Cecil Beaton: Portraits & Profiles is available on Amazon. Here are a few examples of his talent and barbed tongue;
ELIZABETH TAYLOR: Cecil was no fan of Elizabeth Taylor. When he was asked to photograph her in April 1968, he asked for the exorbitant fee of five thousand dollars and was delighted to be turned down: "She’s everything I dislike." But he had to photograph her here, at the Proust Ball in 1971, on which occasion he picked her apart, jewel by jewel.
JOAN CRAWFORD: If Hollywood were Mount Olympus (and it surely is mythology in the making), then Miss Joan Crawford would set any Bullfinch to sharpening his quills. Like the titled queen bee in one of her own films, she has been fed on royal jelly, surviving the irreparable outrage of years to become the last of the great movie stars.
JEAN COCTEAU: Conversationally, Cocteau is without peer—witty, fantastic, funny, cruel. The full charm of an electrically wired personality makes you forget his appearance—that of a dressed-up monkey on an organ-grinder’s stick. But isn’t there something of a tradition in France for ugly vitality (Cocteau, Colette, Barrault) versus classical good looks?
GRETA GARBO: Other actresses appear magnetic and sensitive until the projector stops, and the illusion created by the director and his aides is dispelled. Only Garbo, when the properties are back in the box, puts on nobility with her mackintosh.
TENNESSEE WILLIAMS: With eyes like aquamarines and a head the shape of a pineapple, Mr. Williams is plump and portly. Some critics have accused Mr. Williams of being too preoccupied with sex as a theme; others find his symbolism pretentious or his writing in bad taste. But his importance as a powerful purveyor of drama cannot be underestimated.

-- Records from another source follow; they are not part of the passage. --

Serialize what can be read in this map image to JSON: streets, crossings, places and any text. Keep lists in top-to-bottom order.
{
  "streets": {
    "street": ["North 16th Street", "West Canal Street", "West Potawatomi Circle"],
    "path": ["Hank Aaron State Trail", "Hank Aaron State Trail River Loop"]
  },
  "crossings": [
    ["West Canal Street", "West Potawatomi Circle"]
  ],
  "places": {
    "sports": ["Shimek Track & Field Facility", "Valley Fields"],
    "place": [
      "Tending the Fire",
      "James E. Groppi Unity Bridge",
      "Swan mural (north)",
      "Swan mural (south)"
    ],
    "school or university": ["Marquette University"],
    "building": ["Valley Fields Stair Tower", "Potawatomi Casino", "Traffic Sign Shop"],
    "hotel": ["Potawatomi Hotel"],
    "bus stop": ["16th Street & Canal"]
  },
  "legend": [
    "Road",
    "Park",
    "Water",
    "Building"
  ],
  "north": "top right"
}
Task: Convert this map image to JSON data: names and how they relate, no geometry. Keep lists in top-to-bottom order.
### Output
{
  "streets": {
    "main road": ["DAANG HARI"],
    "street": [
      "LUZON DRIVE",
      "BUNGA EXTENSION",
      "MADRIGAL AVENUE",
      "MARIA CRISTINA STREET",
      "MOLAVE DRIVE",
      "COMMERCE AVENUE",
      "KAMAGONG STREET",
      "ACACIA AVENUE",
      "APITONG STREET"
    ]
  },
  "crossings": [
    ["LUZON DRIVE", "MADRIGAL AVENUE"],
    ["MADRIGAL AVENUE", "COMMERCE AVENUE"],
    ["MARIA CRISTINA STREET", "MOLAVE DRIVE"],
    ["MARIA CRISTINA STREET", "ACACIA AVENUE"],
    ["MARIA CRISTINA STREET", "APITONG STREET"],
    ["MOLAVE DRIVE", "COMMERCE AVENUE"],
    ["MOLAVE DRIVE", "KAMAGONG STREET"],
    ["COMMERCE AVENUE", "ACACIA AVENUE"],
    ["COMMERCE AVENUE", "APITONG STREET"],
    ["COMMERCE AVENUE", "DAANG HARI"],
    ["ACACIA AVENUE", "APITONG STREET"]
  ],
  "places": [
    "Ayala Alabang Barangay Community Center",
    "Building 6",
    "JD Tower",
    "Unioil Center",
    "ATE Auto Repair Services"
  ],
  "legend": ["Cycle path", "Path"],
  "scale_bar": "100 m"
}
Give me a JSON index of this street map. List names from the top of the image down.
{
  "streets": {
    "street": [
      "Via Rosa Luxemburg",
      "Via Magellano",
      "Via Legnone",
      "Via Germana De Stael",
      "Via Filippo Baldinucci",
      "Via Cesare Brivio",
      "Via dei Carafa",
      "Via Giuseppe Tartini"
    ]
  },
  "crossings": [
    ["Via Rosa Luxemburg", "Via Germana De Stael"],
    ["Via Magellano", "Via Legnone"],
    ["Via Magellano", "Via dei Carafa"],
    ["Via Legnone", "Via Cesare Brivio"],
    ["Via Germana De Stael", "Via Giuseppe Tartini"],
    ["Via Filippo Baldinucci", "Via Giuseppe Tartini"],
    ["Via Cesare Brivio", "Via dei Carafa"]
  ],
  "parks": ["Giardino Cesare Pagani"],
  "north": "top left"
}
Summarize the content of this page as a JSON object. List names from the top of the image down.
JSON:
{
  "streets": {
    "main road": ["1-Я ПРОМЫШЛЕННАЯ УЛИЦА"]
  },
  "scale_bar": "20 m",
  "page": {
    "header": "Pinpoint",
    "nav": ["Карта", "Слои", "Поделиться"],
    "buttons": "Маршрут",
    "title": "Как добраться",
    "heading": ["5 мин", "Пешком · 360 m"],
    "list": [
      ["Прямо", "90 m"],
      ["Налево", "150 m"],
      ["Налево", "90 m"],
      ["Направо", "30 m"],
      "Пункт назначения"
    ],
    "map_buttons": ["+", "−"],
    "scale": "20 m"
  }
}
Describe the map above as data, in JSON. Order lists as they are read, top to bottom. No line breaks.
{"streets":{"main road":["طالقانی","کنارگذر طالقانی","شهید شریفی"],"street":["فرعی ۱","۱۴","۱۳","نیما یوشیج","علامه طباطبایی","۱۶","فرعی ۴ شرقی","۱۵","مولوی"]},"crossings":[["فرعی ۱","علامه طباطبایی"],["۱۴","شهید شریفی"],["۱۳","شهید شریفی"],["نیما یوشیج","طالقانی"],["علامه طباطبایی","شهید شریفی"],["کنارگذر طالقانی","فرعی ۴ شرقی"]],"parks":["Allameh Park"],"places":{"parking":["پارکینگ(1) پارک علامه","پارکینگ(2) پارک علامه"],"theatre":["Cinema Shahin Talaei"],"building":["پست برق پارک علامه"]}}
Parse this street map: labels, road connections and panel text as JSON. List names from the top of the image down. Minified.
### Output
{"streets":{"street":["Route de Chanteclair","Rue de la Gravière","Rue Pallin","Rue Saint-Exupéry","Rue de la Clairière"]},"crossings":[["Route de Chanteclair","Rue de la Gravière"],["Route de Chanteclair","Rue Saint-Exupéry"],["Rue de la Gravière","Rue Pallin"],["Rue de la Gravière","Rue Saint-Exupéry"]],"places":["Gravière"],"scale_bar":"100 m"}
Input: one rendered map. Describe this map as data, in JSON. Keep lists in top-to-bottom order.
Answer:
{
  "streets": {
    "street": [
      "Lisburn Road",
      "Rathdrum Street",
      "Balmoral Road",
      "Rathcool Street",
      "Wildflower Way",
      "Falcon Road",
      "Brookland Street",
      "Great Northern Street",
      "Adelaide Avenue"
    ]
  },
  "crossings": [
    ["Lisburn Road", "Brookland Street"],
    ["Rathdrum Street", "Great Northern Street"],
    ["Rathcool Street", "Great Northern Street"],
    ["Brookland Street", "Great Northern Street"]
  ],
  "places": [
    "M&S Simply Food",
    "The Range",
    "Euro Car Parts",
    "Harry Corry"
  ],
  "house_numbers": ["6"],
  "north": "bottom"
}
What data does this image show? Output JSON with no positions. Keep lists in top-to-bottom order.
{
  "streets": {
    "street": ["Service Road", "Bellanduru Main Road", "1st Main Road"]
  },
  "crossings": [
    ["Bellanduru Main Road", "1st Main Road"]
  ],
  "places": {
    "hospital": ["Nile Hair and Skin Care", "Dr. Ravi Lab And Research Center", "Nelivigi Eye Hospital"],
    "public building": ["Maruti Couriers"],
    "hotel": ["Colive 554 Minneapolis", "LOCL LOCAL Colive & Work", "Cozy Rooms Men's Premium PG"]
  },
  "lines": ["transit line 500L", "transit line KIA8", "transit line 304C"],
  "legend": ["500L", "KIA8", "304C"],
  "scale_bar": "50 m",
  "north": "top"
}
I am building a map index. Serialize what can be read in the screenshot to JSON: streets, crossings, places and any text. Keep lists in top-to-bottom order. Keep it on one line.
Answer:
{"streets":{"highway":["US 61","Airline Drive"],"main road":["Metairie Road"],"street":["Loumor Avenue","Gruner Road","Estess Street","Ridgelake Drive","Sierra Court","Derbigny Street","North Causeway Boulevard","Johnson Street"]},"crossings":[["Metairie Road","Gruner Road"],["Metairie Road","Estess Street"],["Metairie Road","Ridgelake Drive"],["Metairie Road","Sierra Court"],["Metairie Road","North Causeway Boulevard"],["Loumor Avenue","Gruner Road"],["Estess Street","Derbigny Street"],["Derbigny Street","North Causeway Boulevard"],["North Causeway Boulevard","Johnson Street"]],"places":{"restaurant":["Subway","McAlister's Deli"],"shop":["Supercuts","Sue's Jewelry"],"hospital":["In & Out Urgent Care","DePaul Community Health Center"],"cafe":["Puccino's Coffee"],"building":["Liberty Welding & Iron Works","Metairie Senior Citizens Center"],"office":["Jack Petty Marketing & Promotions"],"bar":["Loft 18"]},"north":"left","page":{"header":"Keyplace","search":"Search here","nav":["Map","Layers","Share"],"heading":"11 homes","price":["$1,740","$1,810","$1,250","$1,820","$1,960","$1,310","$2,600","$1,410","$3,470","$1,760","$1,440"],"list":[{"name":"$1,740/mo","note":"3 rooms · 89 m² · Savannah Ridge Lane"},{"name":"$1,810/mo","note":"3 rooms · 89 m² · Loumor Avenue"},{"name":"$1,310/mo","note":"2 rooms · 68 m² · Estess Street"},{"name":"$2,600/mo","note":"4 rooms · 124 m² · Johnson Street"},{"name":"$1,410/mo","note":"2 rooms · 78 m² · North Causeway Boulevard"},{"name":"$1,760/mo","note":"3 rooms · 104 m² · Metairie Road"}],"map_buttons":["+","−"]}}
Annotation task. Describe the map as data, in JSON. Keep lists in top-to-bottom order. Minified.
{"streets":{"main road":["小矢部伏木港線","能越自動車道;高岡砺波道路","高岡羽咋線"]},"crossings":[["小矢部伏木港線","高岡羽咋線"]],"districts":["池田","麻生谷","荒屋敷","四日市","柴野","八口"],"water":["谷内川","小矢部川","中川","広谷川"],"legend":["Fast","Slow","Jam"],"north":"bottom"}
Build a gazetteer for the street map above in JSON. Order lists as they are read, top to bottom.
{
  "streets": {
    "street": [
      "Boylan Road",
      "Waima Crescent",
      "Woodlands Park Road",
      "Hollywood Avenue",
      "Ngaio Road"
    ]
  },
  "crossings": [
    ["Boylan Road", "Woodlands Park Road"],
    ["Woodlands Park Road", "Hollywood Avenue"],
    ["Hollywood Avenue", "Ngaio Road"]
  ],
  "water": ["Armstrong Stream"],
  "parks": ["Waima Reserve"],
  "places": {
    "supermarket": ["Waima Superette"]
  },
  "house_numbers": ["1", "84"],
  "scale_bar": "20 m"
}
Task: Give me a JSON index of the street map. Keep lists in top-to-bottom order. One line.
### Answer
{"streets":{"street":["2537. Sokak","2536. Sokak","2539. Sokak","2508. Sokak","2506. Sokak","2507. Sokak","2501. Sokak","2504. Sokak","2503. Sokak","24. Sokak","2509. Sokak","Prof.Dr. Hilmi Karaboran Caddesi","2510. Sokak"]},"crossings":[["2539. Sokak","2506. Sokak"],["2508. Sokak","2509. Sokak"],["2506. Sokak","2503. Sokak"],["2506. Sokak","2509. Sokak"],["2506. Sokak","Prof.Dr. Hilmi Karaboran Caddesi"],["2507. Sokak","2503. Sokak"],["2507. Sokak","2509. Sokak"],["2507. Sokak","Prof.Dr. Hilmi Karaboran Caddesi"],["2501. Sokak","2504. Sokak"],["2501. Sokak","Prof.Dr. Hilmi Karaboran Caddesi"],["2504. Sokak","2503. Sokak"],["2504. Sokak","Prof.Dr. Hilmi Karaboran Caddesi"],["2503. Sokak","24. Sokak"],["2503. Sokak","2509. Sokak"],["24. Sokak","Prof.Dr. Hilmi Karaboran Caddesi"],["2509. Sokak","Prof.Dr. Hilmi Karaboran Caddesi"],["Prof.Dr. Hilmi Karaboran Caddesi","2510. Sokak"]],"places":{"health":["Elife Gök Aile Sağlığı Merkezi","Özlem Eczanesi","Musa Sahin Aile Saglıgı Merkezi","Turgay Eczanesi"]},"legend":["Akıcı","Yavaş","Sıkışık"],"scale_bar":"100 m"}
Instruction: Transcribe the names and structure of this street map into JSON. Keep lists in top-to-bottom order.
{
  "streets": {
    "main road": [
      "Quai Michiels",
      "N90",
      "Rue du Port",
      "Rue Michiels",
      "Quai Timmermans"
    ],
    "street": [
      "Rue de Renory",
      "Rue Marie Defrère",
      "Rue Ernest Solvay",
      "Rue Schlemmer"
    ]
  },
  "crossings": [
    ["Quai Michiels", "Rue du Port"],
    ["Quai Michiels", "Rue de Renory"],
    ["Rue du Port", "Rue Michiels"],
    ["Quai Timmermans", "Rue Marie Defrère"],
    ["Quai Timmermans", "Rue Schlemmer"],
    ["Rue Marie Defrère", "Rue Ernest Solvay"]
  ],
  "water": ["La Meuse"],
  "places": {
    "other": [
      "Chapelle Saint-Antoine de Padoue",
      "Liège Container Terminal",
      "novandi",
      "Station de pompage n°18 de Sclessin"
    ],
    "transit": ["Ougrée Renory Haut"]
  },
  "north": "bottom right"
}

ANDY WARHOL AT THE FACTORY: Most curious and indescribable, the haunted world presided over by the zombie, more dead than alive since he was shot, of Andy Warhol. At first the mercurial groups of strange people, sitting around in silence and moving pointlessly around his huge factory, were difficult to capture. But eventually I felt I had a valuable addition to the exhibition. Warhol, looking through some art magazines says, ‘Isn’t the art scene today revolting! Oh I wish I could think of a way of making it worse!’ May 1969, New York.